* TASK TO COMPLETE:
The expected output is a verbatim reprint of the lines from the beginning of the data that follows through the line that contains "height:1px; margin-top:-0.5px; transform-origin:0;".

[Items from a dataset]
========
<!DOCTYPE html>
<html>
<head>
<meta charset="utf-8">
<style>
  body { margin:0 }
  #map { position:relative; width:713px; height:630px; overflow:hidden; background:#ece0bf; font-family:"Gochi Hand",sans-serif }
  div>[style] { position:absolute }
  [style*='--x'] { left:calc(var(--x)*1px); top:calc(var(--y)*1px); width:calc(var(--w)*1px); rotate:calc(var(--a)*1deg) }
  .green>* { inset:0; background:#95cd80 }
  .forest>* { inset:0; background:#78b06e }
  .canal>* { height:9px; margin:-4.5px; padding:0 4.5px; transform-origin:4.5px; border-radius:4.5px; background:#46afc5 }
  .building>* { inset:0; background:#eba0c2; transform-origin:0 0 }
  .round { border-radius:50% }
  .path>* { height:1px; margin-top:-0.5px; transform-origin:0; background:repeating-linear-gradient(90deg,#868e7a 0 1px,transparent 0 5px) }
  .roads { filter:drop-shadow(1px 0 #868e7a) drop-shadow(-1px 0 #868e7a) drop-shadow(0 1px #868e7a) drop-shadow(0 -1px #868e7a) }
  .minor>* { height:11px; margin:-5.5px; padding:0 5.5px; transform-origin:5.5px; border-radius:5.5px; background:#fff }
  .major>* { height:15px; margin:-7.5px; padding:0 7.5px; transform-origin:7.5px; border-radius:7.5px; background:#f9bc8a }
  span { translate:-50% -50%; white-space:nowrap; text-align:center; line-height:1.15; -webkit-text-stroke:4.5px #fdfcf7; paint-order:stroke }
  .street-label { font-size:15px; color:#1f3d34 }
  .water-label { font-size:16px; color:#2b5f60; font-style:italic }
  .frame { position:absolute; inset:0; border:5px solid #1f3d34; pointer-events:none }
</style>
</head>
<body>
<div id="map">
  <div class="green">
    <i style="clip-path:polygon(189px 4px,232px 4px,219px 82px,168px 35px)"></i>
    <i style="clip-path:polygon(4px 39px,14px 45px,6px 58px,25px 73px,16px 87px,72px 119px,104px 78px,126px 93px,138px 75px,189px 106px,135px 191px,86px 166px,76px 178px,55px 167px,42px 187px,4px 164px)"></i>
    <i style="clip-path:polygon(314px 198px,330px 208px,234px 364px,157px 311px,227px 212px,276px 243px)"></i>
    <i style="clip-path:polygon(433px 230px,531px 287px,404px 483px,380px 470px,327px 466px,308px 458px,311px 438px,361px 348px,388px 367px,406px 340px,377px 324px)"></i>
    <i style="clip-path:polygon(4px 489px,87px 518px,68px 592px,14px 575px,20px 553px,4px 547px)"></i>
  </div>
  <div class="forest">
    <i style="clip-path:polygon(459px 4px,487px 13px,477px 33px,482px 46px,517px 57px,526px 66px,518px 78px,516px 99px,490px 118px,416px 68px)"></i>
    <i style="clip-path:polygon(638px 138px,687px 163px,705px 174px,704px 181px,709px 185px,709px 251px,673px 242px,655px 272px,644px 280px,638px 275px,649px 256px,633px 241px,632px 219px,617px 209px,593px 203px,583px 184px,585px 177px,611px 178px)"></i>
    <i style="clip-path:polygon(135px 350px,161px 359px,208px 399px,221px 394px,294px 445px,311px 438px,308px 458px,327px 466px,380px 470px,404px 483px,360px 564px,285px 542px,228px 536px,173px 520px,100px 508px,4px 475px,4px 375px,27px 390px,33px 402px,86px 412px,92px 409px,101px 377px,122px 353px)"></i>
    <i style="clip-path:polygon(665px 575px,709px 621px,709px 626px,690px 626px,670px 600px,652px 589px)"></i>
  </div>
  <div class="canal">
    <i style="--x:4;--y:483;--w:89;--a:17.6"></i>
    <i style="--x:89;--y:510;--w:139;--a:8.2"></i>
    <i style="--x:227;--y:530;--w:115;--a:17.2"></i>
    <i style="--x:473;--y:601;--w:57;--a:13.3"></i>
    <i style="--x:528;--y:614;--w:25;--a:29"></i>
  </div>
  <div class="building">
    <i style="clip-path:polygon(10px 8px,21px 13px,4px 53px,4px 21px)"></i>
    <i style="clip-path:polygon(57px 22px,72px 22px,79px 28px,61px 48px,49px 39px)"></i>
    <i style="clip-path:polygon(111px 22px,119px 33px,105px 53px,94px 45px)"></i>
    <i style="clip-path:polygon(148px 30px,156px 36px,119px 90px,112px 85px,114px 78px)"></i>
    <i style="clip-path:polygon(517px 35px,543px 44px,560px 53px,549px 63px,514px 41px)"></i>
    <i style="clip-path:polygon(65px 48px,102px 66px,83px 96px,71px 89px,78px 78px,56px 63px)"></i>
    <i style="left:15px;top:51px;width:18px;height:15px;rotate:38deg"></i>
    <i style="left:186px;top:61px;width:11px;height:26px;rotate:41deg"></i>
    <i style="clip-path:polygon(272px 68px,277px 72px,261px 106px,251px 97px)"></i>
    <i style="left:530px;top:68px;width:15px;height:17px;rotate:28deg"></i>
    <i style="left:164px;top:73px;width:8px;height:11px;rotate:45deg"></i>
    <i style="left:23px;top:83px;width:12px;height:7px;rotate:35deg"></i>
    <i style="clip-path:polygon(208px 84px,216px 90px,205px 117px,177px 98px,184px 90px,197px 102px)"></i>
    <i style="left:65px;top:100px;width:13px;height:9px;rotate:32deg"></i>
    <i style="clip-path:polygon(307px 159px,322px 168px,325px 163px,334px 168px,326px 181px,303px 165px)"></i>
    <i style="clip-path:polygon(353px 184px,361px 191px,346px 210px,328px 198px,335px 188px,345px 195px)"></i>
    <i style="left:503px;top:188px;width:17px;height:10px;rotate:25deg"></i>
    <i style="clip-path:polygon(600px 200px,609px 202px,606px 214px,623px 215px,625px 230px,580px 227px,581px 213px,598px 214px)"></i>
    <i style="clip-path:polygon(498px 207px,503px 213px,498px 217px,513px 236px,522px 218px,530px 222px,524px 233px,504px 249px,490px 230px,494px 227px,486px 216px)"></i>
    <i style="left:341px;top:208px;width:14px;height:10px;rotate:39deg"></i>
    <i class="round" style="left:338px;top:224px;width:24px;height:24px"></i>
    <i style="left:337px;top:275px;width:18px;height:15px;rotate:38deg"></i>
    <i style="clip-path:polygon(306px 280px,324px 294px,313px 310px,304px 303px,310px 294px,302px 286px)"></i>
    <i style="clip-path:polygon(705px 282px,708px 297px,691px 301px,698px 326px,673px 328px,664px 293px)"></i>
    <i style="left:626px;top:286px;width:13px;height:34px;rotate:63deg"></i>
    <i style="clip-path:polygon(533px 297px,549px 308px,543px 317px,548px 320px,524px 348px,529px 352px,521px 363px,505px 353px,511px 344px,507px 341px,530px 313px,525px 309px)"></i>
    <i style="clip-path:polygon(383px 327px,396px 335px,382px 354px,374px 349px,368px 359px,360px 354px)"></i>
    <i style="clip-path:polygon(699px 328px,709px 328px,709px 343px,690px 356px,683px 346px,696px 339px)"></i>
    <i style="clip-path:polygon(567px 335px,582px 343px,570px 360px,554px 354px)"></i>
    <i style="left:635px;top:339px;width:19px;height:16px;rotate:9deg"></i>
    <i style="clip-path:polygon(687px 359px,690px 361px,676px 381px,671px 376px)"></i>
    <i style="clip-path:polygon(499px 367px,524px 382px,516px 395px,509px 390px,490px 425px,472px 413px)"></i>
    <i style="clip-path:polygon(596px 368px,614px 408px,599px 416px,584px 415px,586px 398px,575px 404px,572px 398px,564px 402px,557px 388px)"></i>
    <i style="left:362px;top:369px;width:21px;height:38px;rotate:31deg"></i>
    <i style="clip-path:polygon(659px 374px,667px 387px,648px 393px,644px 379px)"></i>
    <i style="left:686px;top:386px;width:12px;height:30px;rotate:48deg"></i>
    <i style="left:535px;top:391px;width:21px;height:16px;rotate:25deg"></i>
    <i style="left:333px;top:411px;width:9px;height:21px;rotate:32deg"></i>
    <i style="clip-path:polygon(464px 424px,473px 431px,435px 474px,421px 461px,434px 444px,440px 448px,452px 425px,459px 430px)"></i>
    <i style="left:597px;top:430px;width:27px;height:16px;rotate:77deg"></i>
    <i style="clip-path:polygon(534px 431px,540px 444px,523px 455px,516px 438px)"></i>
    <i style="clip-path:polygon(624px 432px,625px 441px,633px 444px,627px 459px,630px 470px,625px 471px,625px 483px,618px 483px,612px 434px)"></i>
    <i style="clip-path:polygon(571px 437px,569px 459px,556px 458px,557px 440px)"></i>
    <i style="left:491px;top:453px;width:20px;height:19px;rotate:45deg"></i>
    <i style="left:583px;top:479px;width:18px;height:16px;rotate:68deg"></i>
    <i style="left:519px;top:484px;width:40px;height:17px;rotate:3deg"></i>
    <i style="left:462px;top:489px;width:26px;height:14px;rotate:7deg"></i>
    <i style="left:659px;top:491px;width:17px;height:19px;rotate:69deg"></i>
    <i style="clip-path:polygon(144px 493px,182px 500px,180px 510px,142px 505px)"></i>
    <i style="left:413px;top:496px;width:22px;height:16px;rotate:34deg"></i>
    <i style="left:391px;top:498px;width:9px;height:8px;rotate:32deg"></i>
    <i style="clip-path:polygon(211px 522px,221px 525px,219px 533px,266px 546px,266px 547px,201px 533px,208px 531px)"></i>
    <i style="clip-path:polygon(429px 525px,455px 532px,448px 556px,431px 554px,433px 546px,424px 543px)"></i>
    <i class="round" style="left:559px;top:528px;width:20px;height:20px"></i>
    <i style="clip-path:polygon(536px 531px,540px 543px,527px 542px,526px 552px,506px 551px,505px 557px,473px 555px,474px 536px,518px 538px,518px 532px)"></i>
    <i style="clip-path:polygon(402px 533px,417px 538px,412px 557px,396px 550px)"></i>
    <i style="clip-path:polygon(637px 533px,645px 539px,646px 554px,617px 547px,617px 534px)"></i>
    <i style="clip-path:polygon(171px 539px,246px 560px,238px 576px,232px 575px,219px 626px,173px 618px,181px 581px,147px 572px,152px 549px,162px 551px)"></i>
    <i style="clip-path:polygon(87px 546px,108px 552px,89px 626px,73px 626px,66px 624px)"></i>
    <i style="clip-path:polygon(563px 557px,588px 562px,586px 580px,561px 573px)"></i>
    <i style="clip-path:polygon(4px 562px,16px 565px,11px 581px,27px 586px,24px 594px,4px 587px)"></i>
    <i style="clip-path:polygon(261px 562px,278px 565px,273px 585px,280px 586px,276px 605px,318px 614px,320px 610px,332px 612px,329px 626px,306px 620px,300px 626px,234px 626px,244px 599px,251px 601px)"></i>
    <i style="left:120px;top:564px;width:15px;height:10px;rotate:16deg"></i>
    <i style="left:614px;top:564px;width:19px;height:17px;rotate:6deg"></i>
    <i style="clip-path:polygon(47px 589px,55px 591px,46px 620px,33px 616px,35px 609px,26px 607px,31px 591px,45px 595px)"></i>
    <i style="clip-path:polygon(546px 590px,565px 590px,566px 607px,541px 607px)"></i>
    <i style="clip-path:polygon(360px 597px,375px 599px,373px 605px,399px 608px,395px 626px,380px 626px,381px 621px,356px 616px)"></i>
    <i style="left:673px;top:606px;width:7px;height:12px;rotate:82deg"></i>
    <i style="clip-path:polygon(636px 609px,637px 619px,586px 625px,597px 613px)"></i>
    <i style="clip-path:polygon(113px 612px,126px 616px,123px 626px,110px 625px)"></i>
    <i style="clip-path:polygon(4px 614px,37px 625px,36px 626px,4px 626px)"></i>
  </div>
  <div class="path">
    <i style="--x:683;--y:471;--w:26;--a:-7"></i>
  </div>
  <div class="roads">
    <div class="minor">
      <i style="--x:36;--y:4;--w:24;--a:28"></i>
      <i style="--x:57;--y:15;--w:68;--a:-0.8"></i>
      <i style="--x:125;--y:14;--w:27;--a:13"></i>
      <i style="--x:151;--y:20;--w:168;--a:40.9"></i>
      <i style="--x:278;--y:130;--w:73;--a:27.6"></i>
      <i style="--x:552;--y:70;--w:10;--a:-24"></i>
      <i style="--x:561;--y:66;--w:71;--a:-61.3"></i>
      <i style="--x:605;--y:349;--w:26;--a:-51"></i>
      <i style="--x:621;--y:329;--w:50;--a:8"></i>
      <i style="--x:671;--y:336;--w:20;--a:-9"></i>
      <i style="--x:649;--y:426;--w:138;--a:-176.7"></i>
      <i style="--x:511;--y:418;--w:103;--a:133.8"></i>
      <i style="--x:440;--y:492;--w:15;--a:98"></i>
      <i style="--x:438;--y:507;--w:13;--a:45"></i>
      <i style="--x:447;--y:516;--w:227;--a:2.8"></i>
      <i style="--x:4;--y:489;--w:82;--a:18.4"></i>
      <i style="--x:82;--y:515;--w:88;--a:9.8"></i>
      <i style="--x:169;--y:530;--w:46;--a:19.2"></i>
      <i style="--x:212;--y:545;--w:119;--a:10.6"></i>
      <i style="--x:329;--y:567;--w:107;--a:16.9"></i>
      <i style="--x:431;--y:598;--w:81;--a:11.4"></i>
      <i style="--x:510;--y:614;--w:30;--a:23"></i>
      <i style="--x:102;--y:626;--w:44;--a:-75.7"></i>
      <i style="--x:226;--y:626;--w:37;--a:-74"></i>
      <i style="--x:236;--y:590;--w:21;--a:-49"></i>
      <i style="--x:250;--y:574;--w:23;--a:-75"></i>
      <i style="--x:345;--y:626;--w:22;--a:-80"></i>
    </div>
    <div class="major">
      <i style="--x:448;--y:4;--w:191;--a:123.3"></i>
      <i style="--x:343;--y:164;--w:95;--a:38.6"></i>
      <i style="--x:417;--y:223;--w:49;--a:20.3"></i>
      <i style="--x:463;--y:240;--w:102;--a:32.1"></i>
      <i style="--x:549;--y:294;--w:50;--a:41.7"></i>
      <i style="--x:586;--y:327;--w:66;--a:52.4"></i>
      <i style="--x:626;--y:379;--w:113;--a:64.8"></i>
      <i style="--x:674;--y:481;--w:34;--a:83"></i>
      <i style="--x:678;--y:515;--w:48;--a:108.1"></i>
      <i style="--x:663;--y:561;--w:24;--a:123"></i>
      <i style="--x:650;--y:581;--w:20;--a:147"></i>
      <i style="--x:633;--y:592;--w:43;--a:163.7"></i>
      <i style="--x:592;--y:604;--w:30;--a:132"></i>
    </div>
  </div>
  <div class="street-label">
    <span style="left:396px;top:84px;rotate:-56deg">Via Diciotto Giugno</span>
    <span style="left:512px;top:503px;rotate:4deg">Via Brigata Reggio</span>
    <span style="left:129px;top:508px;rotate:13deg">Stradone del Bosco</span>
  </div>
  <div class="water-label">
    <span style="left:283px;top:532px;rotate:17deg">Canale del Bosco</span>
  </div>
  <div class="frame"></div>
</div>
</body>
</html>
========
* ANSWER SPACE:
<!DOCTYPE html>
<html>
<head>
<meta charset="utf-8">
<style>
  body { margin:0 }
  #map { position:relative; width:713px; height:630px; overflow:hidden; background:#ece0bf; font-family:"Gochi Hand",sans-serif }
  div>[style] { position:absolute }
  [style*='--x'] { left:calc(var(--x)*1px); top:calc(var(--y)*1px); width:calc(var(--w)*1px); rotate:calc(var(--a)*1deg) }
  .green>* { inset:0; background:#95cd80 }
  .forest>* { inset:0; background:#78b06e }
  .canal>* { height:9px; margin:-4.5px; padding:0 4.5px; transform-origin:4.5px; border-radius:4.5px; background:#46afc5 }
  .building>* { inset:0; background:#eba0c2; transform-origin:0 0 }
  .round { border-radius:50% }
  .path>* { height:1px; margin-top:-0.5px; transform-origin:0; background:repeating-linear-gradient(90deg,#868e7a 0 1px,transparent 0 5px) }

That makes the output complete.